> Records for the exercise
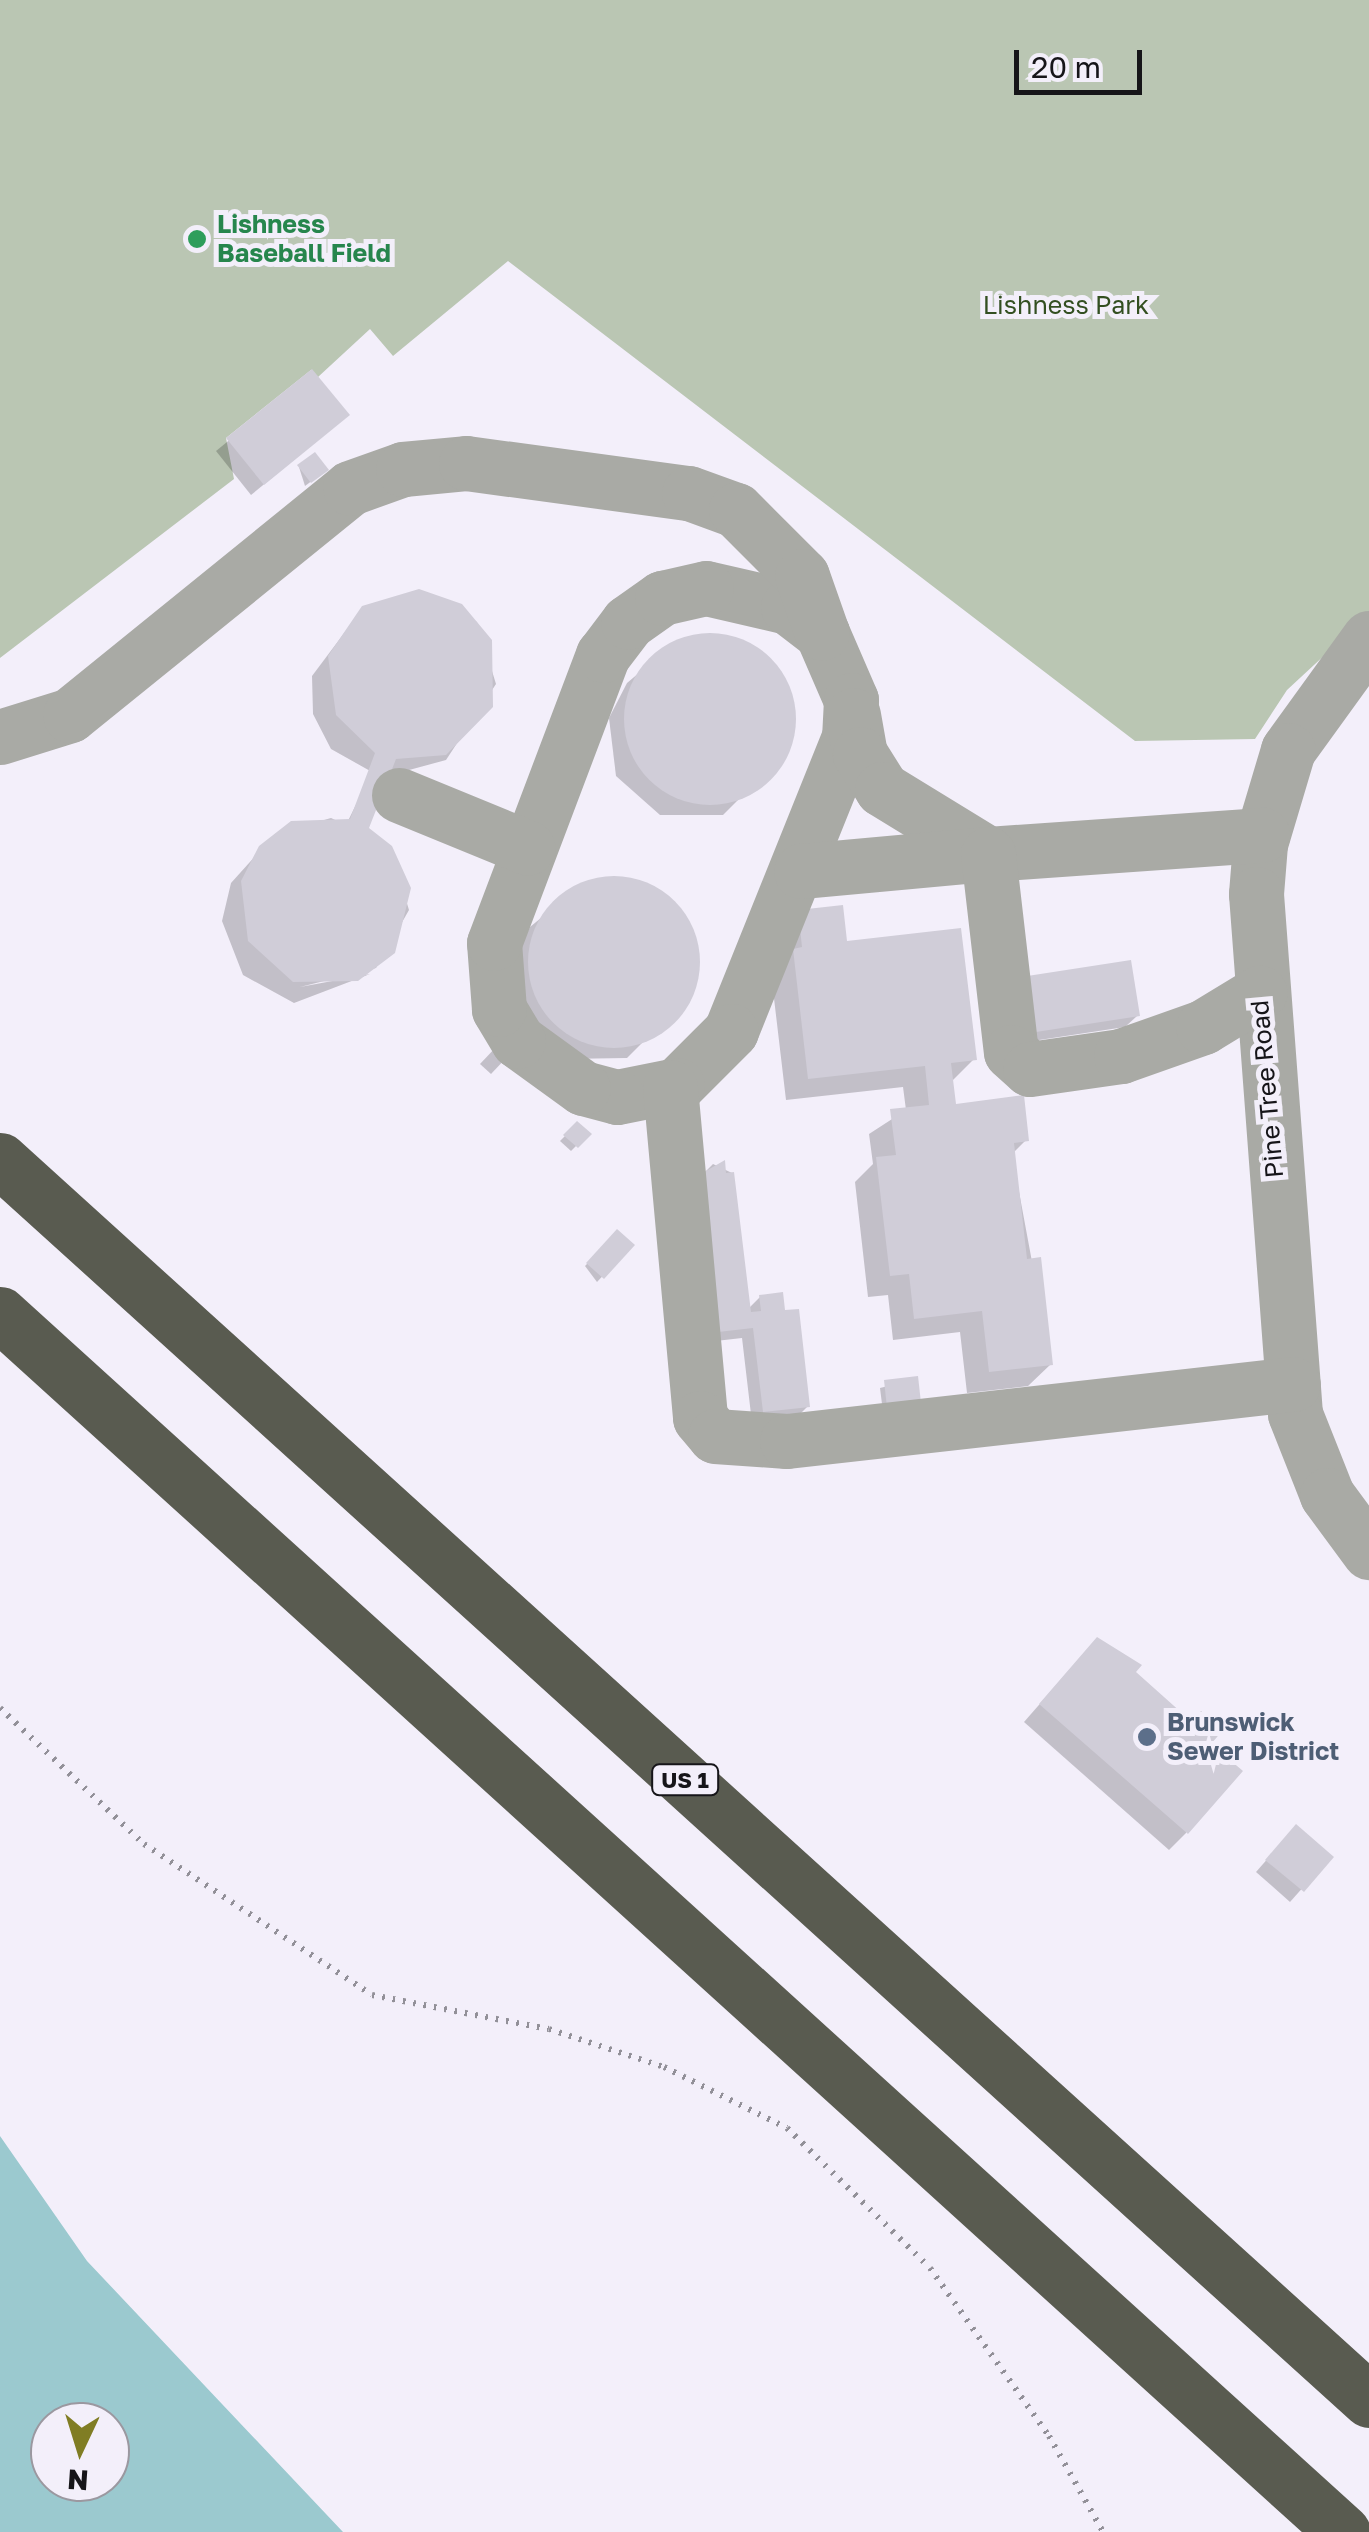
<!DOCTYPE html>
<style>
body{margin:0}
#map{position:relative;width:1369px;height:2532px;overflow:hidden;background:#f3effa;font-family:"Golos Text",sans-serif}
div>[style]{position:absolute}
.green>*{inset:0;background:#bac6b3}
.water>*{inset:0;background:#9bc9cf}
.shadow>*{inset:0;background:#0003}
.building>*{inset:0;background:#d0cdd8}
.round{border-radius:50%}
.path>*{height:6px;margin-top:-3px;transform-origin:0;background:repeating-linear-gradient(90deg,#929098 0 2.5px,transparent 0 10.5px)}
.minor>*{height:55px;margin:-27.5px;padding:0 27.5px;transform-origin:27.5px;border-radius:27.5px;background:#a9aaa5}
.highway>*{height:55px;margin:-27.5px;padding:0 27.5px;transform-origin:27.5px;border-radius:27.5px;background:#595b50}
.dots>*{width:28px;height:28px;translate:-50% -50%;box-sizing:border-box;border:5px solid #f3effa;border-radius:50%}
span{translate:-50% -50%;white-space:nowrap;text-align:center;line-height:1.15;-webkit-text-stroke:10px #f3effa;paint-order:stroke}
.shield-label span{padding:2px 8px;background:#f3effa;border:2px solid;border-radius:8px;-webkit-text-stroke-width:0}
.shield-label{font-size:22px;color:#161519;font-weight:700}
.leisure-label{font-size:25px;color:#27864d;font-weight:700}
.left{translate:0 -50%;text-align:left}
.park-label{font-size:25px;color:#334f21}
.street-label{font-size:25px;color:#161519}
.service-label{font-size:25px;color:#4e5e75;font-weight:700}
.north{position:absolute;left:30px;top:2402px;width:100px;height:100px;box-sizing:border-box;background:#f3effa;border:2px solid #9b98a0;border-radius:50%;rotate:184deg;font-size:28px;font-weight:700;line-height:40px;text-align:center;color:#161519}
.north::after{content:'';display:block;margin:auto;width:35px;height:45px;background:#807d24;clip-path:polygon(50% 0,100% 100%,50% 72%,0 100%)}
.scale{position:absolute;left:1014px;top:50px;width:128px;height:45px;box-sizing:border-box;border:5px solid #161519;border-top:0;padding-left:12px;font-size:30px;line-height:35px;white-space:nowrap;color:#161519;-webkit-text-stroke:8px #f3effa;paint-order:stroke}
</style>
<div id="map">
<div class="green">
<i style="clip-path:polygon(0 0,1369px 0,1369px 614px,1287px 690px,1255px 739px,1135px 741px,508px 261px,393px 356px,370px 329px,318px 377px,311px 370px,226px 438px,234px 479px,0 658px)"></i>
</div>
<div class="water">
<i style="clip-path:polygon(evenodd,0 2136px,87px 2261px,343px 2532px,0 2532px,0 2136px,50px 2422px,110px 2422px,110px 2482px,50px 2482px,50px 2422px)"></i>
</div>
<div class="shadow">
<i style="clip-path:polygon(311px 373px,335px 426px,251px 495px,216px 451px)"></i>
<i style="clip-path:polygon(299px 467px,321px 474px,305px 486px)"></i>
<i style="clip-path:polygon(419px 592px,477px 622px,496px 684px,446px 760px,387px 776px,361px 833px,390px 847px,409px 910px,376px 968px,300px 987px,370px 974px,294px 1003px,243px 975px,222px 921px,231px 883px,275px 834px,331px 818px,346px 825px,372px 772px,331px 749px,313px 714px,312px 676px,363px 608px)"></i>
<i style="clip-path:polygon(738px 639px,787px 684px,788px 750px,723px 815px,660px 815px,616px 776px,609px 718px,627px 683px,677px 641px)"></i>
<i style="clip-path:polygon(642px 883px,690px 927px,692px 993px,627px 1058px,564px 1059px,520px 1020px,513px 962px,530px 927px,581px 885px)"></i>
<i style="clip-path:polygon(799px 913px,974px 1059px,951px 1082px,954px 1106px,1026px 1140px,1012px 1154px,1051px 1364px,1028px 1386px,967px 1393px,960px 1332px,893px 1340px,888px 1295px,868px 1297px,855px 1182px,873px 1164px,869px 1134px,906px 1110px,903px 1087px,786px 1100px,771px 973px)"></i>
<i style="clip-path:polygon(1004px 992px,1137px 1016px,1125px 1027px,1012px 1044px)"></i>
<i style="clip-path:polygon(497px 1046px,508px 1056px,491px 1074px,480px 1064px)"></i>
<i style="clip-path:polygon(577px 1124px,588px 1134px,571px 1151px,560px 1141px)"></i>
<i style="clip-path:polygon(713px 1164px,732px 1173px,748px 1309px,760px 1297px,808px 1406px,796px 1418px,752px 1423px,742px 1338px,707px 1342px,702px 1175px)"></i>
<i style="clip-path:polygon(617px 1233px,631px 1246px,597px 1282px,585px 1266px)"></i>
<i style="clip-path:polygon(916px 1379px,883px 1412px,880px 1388px)"></i>
<i style="clip-path:polygon(1080px 1658px,1208px 1744px,1186px 1833px,1169px 1850px,1024px 1722px)"></i>
<i style="clip-path:polygon(1285px 1839px,1330px 1857px,1290px 1902px,1256px 1872px)"></i>
</div>
<div class="building">
<i style="clip-path:polygon(312px 369px,350px 415px,264px 485px,226px 438px)"></i>
<i style="clip-path:polygon(315px 452px,329px 470px,311px 483px,297px 465px)"></i>
<i style="clip-path:polygon(419px 589px,462px 604px,492px 640px,493px 707px,446px 755px,396px 759px,369px 828px,392px 846px,411px 888px,395px 953px,358px 981px,293px 982px,248px 941px,241px 881px,259px 846px,291px 821px,350px 819px,375px 753px,336px 715px,328px 656px,362px 606px)"></i>
<i class="round" style="left:624px;top:633px;width:172px;height:172px"></i>
<i class="round" style="left:528px;top:876px;width:172px;height:172px"></i>
<i style="clip-path:polygon(843px 905px,847px 941px,961px 928px,977px 1060px,951px 1063px,956px 1104px,1024px 1095px,1029px 1141px,1014px 1143px,1027px 1259px,1041px 1257px,1053px 1365px,989px 1372px,982px 1311px,914px 1319px,909px 1274px,890px 1276px,876px 1157px,896px 1155px,890px 1109px,929px 1105px,925px 1066px,808px 1079px,793px 949px,802px 947px,798px 910px)"></i>
<i style="clip-path:polygon(1131px 960px,1140px 1016px,1023px 1034px,1015px 978px)"></i>
<i style="clip-path:polygon(577px 1121px,592px 1134px,578px 1148px,563px 1135px)"></i>
<i style="clip-path:polygon(725px 1160px,726px 1173px,734px 1172px,751px 1312px,761px 1311px,759px 1295px,783px 1292px,785px 1310px,799px 1309px,810px 1407px,763px 1412px,753px 1328px,718px 1332px,699px 1175px)"></i>
<i style="clip-path:polygon(617px 1229px,635px 1245px,604px 1279px,586px 1263px)"></i>
<i style="clip-path:polygon(918px 1376px,921px 1403px,887px 1408px,884px 1380px)"></i>
<i style="clip-path:polygon(1097px 1637px,1142px 1665px,1136px 1672px,1192px 1722px,1201px 1711px,1223px 1730px,1211px 1744px,1243px 1771px,1188px 1834px,1039px 1704px)"></i>
<i style="clip-path:polygon(1296px 1824px,1334px 1857px,1304px 1892px,1265px 1860px)"></i>
</div>
<div class="path">
<i style="left:0;top:1708px;width:198px;rotate:43.4deg"></i>
<i style="left:144px;top:1844px;width:273px;rotate:33.5deg"></i>
<i style="left:372px;top:1995px;width:180px;rotate:10.9deg"></i>
<i style="left:549px;top:2029px;width:121px;rotate:18.3deg"></i>
<i style="left:664px;top:2067px;width:137px;rotate:26.4deg"></i>
<i style="left:787px;top:2128px;width:200px;rotate:44.4deg"></i>
<i style="left:930px;top:2268px;width:206px;rotate:54.7deg"></i>
<i style="left:1049px;top:2436px;width:110px;rotate:60.6deg"></i>
</div>
<div class="minor">
<i style="left:706px;top:588px;width:84px;rotate:13deg"></i>
<i style="left:788px;top:607px;width:43px;rotate:37.4deg"></i>
<i style="left:822px;top:633px;width:73px;rotate:66.6deg"></i>
<i style="left:851px;top:700px;width:37px;rotate:93deg"></i>
<i style="left:849px;top:737px;width:317px;rotate:111.9deg"></i>
<i style="left:731px;top:1031px;width:76px;rotate:135deg"></i>
<i style="left:677px;top:1085px;width:61px;rotate:168.7deg"></i>
<i style="left:617px;top:1097px;width:35px;rotate:-165deg"></i>
<i style="left:583px;top:1088px;width:80px;rotate:-144.1deg"></i>
<i style="left:518px;top:1041px;width:37px;rotate:-121deg"></i>
<i style="left:499px;top:1009px;width:66px;rotate:-94.3deg"></i>
<i style="left:494px;top:943px;width:308px;rotate:-69.3deg"></i>
<i style="left:603px;top:655px;width:41px;rotate:-52.9deg"></i>
<i style="left:628px;top:622px;width:42px;rotate:-35.2deg"></i>
<i style="left:662px;top:598px;width:45px;rotate:-12.8deg"></i>
<i style="left:1369px;top:638px;width:138px;rotate:125.9deg"></i>
<i style="left:1288px;top:750px;width:98px;rotate:106.6deg"></i>
<i style="left:1260px;top:844px;width:50px;rotate:94.6deg"></i>
<i style="left:1256px;top:894px;width:521px;rotate:85.71deg"></i>
<i style="left:1295px;top:1414px;width:87px;rotate:68.4deg"></i>
<i style="left:1327px;top:1495px;width:71px;rotate:53.6deg"></i>
<i style="left:853px;top:715px;width:40px;rotate:80deg"></i>
<i style="left:860px;top:754px;width:41px;rotate:57.8deg"></i>
<i style="left:882px;top:789px;width:124px;rotate:31.5deg"></i>
<i style="left:988px;top:854px;width:275px;rotate:-4deg"></i>
<i style="left:0;top:737px;width:73px;rotate:-17.4deg"></i>
<i style="left:70px;top:715px;width:360px;rotate:-39deg"></i>
<i style="left:350px;top:488px;width:56px;rotate:-19.7deg"></i>
<i style="left:403px;top:469px;width:63px;rotate:-5.4deg"></i>
<i style="left:466px;top:463px;width:225px;rotate:7.7deg"></i>
<i style="left:689px;top:493px;width:50px;rotate:19.9deg"></i>
<i style="left:736px;top:510px;width:93px;rotate:45deg"></i>
<i style="left:802px;top:576px;width:60px;rotate:70.7deg"></i>
<i style="left:399px;top:795px;width:139px;rotate:22.3deg"></i>
<i style="left:801px;top:871px;width:188px;rotate:-5.2deg"></i>
<i style="left:988px;top:854px;width:199px;rotate:83.4deg"></i>
<i style="left:1011px;top:1052px;width:25px;rotate:42deg"></i>
<i style="left:1030px;top:1069px;width:92px;rotate:-8.1deg"></i>
<i style="left:1121px;top:1056px;width:87px;rotate:-19.5deg"></i>
<i style="left:1203px;top:1027px;width:66px;rotate:-31.3deg"></i>
<i style="left:670px;top:1087px;width:332px;rotate:84.8deg"></i>
<i style="left:700px;top:1418px;width:23px;rotate:50deg"></i>
<i style="left:715px;top:1436px;width:72px;rotate:4deg"></i>
<i style="left:787px;top:1441px;width:509px;rotate:-6.43deg"></i>
</div>
<div class="highway">
<i style="left:0;top:1160px;width:1847px;rotate:42.17deg"></i>
<i style="left:0;top:1314px;width:1813px;rotate:42.21deg"></i>
</div>
<div class="dots">
<i style="left:197px;top:239px;background:#2e9e5b"></i>
<i style="left:1147px;top:1737px;background:#5c6f8a"></i>
</div>
<div class="shield-label">
<span style="left:685px;top:1780px">US 1</span>
</div>
<div class="leisure-label">
<span class="left" style="left:217px;top:239px">Lishness<br>Baseball Field</span>
</div>
<div class="park-label">
<span style="left:1066px;top:305px">Lishness Park</span>
</div>
<div class="street-label">
<span style="left:1267px;top:1089px;rotate:-95deg">Pine Tree Road</span>
</div>
<div class="service-label">
<span class="left" style="left:1167px;top:1737px">Brunswick<br>Sewer District</span>
</div>
<div class="north">N</div>
<div class="scale">20 m</div>
</div>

> Problem details
Work out how many lines above include the string "street", then give that number alone.

> Answer for this exercise
2